Using the listing, work out the number of lines where "canvas" shows up, and answer with that number alone.

>>>>>

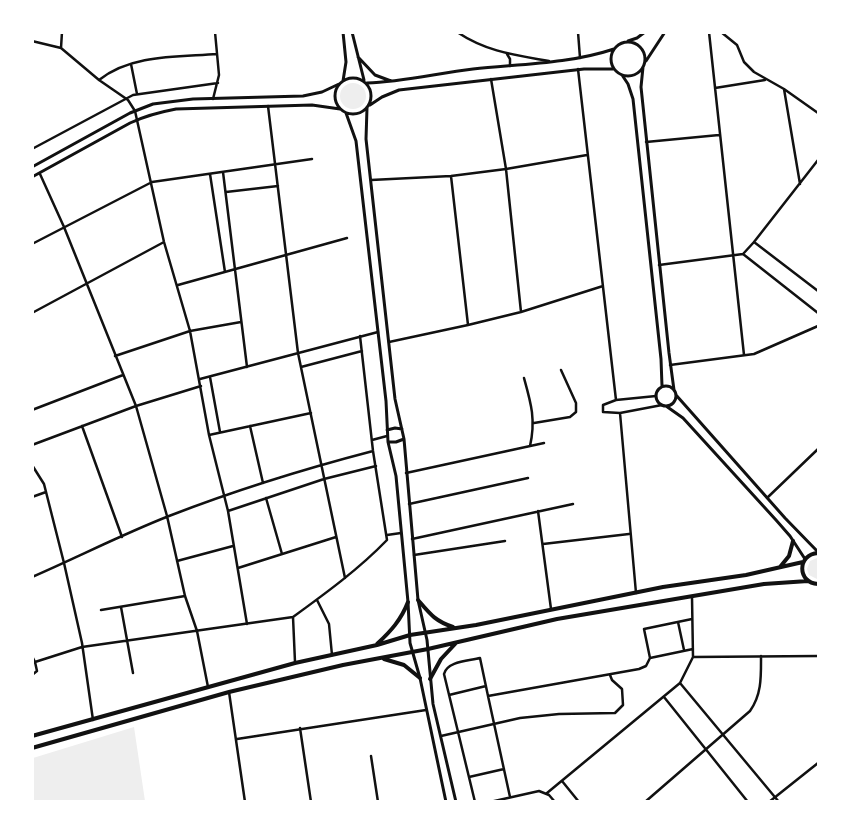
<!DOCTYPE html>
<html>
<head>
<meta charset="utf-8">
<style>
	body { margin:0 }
	#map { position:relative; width:851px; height:834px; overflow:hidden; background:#fff; font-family:Overpass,sans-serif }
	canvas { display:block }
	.frame { position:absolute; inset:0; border:34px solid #fff; pointer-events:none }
</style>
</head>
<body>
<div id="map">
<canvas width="851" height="834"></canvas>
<div class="frame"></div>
</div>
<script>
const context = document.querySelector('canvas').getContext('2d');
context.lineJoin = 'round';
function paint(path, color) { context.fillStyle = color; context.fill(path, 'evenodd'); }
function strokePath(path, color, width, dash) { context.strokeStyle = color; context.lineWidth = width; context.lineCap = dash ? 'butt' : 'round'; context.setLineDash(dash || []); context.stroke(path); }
const green = new Path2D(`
	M340 96a13 13 0 1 1 26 0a13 13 0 1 1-26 0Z
	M817,558h1l-1,21 -8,-4 -2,-6 3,-8z
	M134,727l11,74h-112v-43z`);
const minor = new Path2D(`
	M457,32c30,20 58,23 92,29
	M578,32l2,26
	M709,32l35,323
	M721,32l16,13 7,17 10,10 30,17 34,24
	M32,41l29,7 38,32 29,20 7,11 29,131 26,89 19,104 19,76 19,113
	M61,48l1,-16
	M507,54l3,5v7
	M131,64l6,30
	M578,69l38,331
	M99,80c32,-26 80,-23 118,-26
	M715,88l50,-8
	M784,89l16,95
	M213,99l6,-24 -4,-43
	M268,106l30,247 47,225
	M646,142l73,-7
	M32,149l101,-54 85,-12
	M223,172l24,195
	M40,174l24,53 72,179 31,110 18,80 12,35 11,56
	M210,174l15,98
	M451,176l17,149
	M371,180l80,-4 55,-7 81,-14
	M226,192l52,-6
	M754,242l64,49
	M32,244l120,-62 160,-23
	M743,254l75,59
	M659,265l84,-11 11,-12 64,-82
	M178,285l169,-47
	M521,312l82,-26
	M32,313l132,-71
	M389,342l79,-17 53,-13 -15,-143 -15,-90
	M115,356l75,-25 51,-9
	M670,365l84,-11 64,-28
	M301,367l61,-16
	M210,377l10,55
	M524,378c7,25 12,42 6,68
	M200,379l178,-47
	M656,396l-40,4 -13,5v7l17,1 42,-8
	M32,410l91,-35
	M620,413l16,180
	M534,423l36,-6 6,-5v-9l-15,-33
	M82,426l40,111
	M250,426l13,57
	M209,435l102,-22
	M372,440l15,-4
	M32,445l104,-39 65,-20
	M32,465l12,19 20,79 18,80 11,77
	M406,473l138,-30
	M32,497l14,-5
	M266,498l16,56
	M767,498l51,-49
	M409,504l119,-26
	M228,511l96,-32 52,-13
	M538,511l13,98
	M387,535l14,-2
	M412,539l161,-35
	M543,544l86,-10
	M414,555l91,-14
	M177,561l56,-15
	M238,568l98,-31
	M32,577c46,-20 91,-43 137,-61 67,-26 135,-47 204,-65
	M317,600l12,24 3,31
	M121,607l12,66
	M101,610l84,-14
	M293,617l2,45
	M678,622l6,28
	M32,656l3,6 -3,1
	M693,657l125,-1
	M650,658l-6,-29 48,-10
	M32,675l5,-4 -2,-9 47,-15 211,-30c33,-24 66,-48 94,-77l-14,-89 -13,-115
	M680,683l99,119
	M229,692l16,110
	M449,695l37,-9
	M664,697l84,105
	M300,728l11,74
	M441,736l79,-18 39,-4 56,-1 8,-8 -1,-16 -10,-9 -2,-5
	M237,739l189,-29
	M371,756l7,46
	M469,777l35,-8
	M562,781l17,21
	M547,793l133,-110 13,-26 -1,-60
	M510,797l-22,-101 151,-27 7,-3 4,-8 43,-9
	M475,802l-31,-128c3,-13 25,-13 36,-16l8,38
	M490,802l49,-11 10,4 6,7
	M645,802l105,-91c12,-17 11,-35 11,-55
	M769,802l49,-39`);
const tertiary = new Path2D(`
	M352,32l12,48
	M628,41l9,-3 8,-6
	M611 59a17 17 0 1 1 34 0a17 17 0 1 1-34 0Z
	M358,57l17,18 16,6
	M646,61l19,-29
	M643,67l-2,20 28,266 5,37
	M622,75l6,9 5,15 28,260 1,27
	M335 96a18 18 0 1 1 36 0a18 18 0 1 1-36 0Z
	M343,81l3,-19 -3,-30
	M367,83c36,-1 71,-10 106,-14 47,-5 96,-5 141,-20
	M370,105l12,-8 17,-7 185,-21h29
	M367,108l-1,31 29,260 9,40 14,161 9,40 6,64 23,98
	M346,113l10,28 30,260 2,41 8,34 12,126 2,41 10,35 26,124
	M32,167l98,-54 23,-9 40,-5 110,-3 19,-4 17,-8
	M32,177l98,-54c15,-7 30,-11 46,-14l136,-4 28,4
	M656 396a10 10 0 1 1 20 0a10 10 0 1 1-20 0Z
	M676,395l109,123 33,34
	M666,406l17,12 93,102 14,16 15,23
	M387,430l8,-2 7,1
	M388,442h8l8,-3`);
const primary = new Path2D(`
	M818,553c-21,1 -21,30 0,31
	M780,567l9,-11 4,-15
	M418,600c12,14 17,21 35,27
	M377,644c14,-13 24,-24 31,-42
	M384,659l20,6 16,13
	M430,679l11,-20 15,-16
	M32,736l263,-73 82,-18 33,-10 66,-10 187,-38 83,-12 57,-13
	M32,748l197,-56 114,-27 85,-16 129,-30 207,-35 44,-3`);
paint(green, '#eee');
strokePath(minor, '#111', 2.5);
strokePath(tertiary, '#111', 3);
strokePath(primary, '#111', 4);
</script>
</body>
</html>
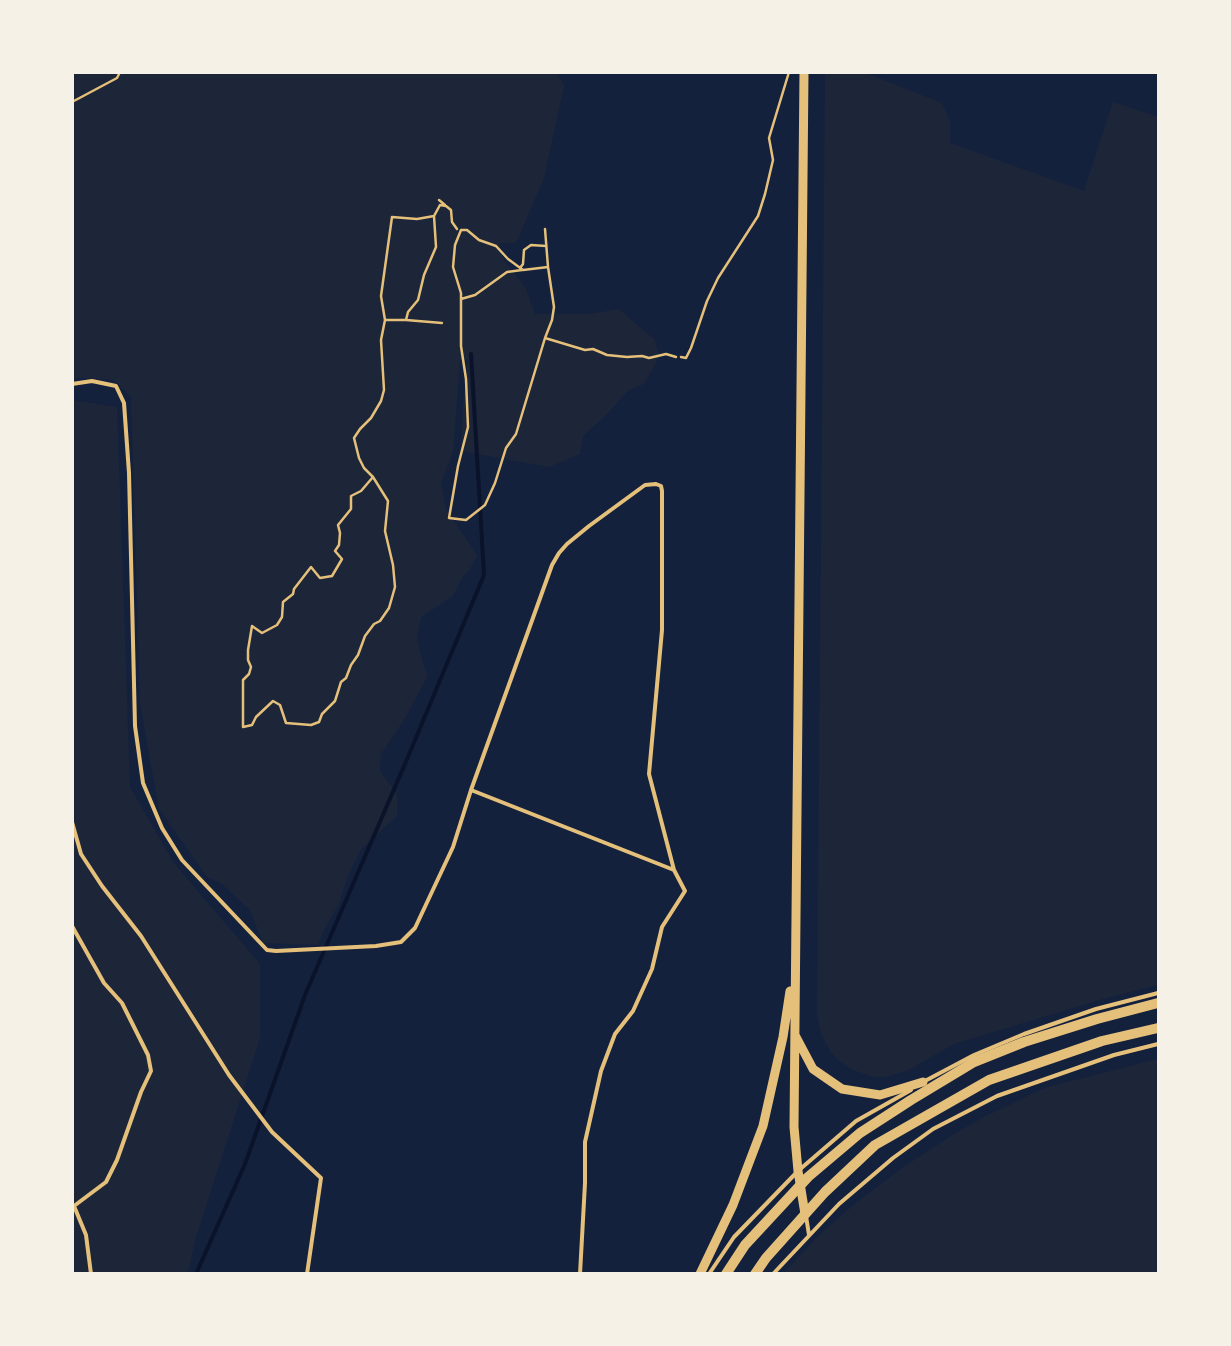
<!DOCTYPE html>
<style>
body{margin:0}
#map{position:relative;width:1231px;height:1346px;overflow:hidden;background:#14213d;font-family:"Open Sans",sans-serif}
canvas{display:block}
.frame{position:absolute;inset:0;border:74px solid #f6f1e7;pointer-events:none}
</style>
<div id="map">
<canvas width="1231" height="1346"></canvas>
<div class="frame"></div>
</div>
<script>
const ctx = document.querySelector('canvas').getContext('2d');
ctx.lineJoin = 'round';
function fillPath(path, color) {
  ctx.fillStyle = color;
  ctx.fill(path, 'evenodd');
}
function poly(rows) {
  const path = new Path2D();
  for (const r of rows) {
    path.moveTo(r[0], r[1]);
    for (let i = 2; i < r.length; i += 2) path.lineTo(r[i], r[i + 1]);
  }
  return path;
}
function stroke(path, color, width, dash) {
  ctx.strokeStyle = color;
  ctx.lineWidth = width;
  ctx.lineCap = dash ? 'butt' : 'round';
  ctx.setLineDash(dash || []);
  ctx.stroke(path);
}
const green = poly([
 [73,73,558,73,564,86,544,178,516,243,499,243,503,259,525,287,535,314,590,314,619,309,655,340,659,357,644,384,629,390,604,417,583,436,580,454,549,467,461,451,463,403,468,359,460,360,453,452,441,482,446,509,477,555,470,569,462,578,453,596,421,617,417,638,424,667,428,675,404,720,381,754,380,771,397,794,397,816,361,849,348,875,339,904,324,930,318,945,263,943,250,910,222,884,207,877,159,809,140,704,131,397,114,380,81,378,73,379],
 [825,73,866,73,942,103,950,121,950,143,1084,191,1113,102,1158,117,1158,985,1103,999,954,1044,907,1071,889,1076,880,1077,871,1076,853,1070,837,1059,830,1051,821,1034,817,1014],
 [72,400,117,407,130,787,173,862,260,964,260,1038,196,1237,188,1273,73,1273],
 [1158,1059,1158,1273,784,1273,819,1235,857,1202,902,1168,954,1134,984,1117,1047,1087]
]);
const stream = poly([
 [196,1274,245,1164,305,995,405,764,484,575,471,354]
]);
const path = poly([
 [72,102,117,78,120,72],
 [439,200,445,205],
 [545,229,548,267],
 [520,268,523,264,524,250,531,245,546,246],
 [461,299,475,295,507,272,522,270],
 [385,320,381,296,392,217,417,219,434,216],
 [406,320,442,323],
 [545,338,516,434,506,448,495,483,485,505,466,520,449,518,458,466,468,427,466,379,461,346,461,293,453,267,455,245,461,230,467,230,479,240,496,246,508,259,523,270,548,267,554,307,552,320,545,338,585,350,593,349,607,355,627,357,642,356,649,358,666,354,676,357],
 [681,357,686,358,691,348,707,301,718,278,758,216,765,194,773,160,769,138,789,72],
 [373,477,388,501,385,531,393,565,395,587,389,608,380,621,374,624,365,636,358,655,351,665,346,678,341,682,335,701,322,714,319,722,311,725,286,723,280,705,273,701,256,717,252,725,243,727,243,680,249,674,251,667,248,660,248,650,252,626,262,633,277,625,282,617,283,602,293,594,294,589,311,567,320,578,332,576,342,559,335,551,339,545,340,533,338,525,351,509,351,496,361,491,373,477,364,468,359,458,354,438,360,429,371,418,381,401,384,390,381,340,385,320,406,320,408,312,418,300,424,275,436,247,434,216,440,205,446,206,451,210,452,222,457,229]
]);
const service = poly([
 [72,384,92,381,116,386,124,403,129,473,135,726,143,783,162,828,182,860,267,950,276,951,376,946,401,942,415,928,453,847,471,790,674,870,685,891,662,927,652,969,633,1011,615,1034,601,1071,585,1142,585,1183,580,1274],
 [471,790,552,565,559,553,567,544,589,526,645,485,656,484,661,486,662,491,662,630,649,774,674,870],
 [72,822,81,854,102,886,141,936,229,1075,272,1132,321,1178,307,1274],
 [72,926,104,983,122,1003,148,1055,151,1071,141,1092,117,1160,106,1182,74,1206],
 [923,1082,974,1055,1024,1034,1096,1009,1158,993],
 [74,1206,86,1235,91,1274],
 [806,1216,809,1235],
 [709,1274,734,1237,798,1171,856,1121,911,1090],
 [773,1274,839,1204,893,1158,933,1129,997,1096,1114,1055,1158,1044]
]);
const tertiary = poly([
 [804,72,794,1127,798,1171,805,1214],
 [795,1035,813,1069,842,1089,880,1095,923,1082],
 [700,1274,733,1205,763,1126,783,1037,790,991]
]);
const secondary = poly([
 [726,1274,745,1245,808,1177,860,1133,911,1100,974,1062,1024,1042,1097,1019,1158,1003],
 [755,1274,766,1258,825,1192,875,1145,989,1080,1102,1041,1158,1028]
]);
fillPath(green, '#1d2539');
stroke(stream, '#0b132b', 4);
stroke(path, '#e5c07b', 2.5);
stroke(service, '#e5c07b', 4);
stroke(tertiary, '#e5c07b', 9);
stroke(secondary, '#e5c07b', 10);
</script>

<<<<<

Response to this exercise
6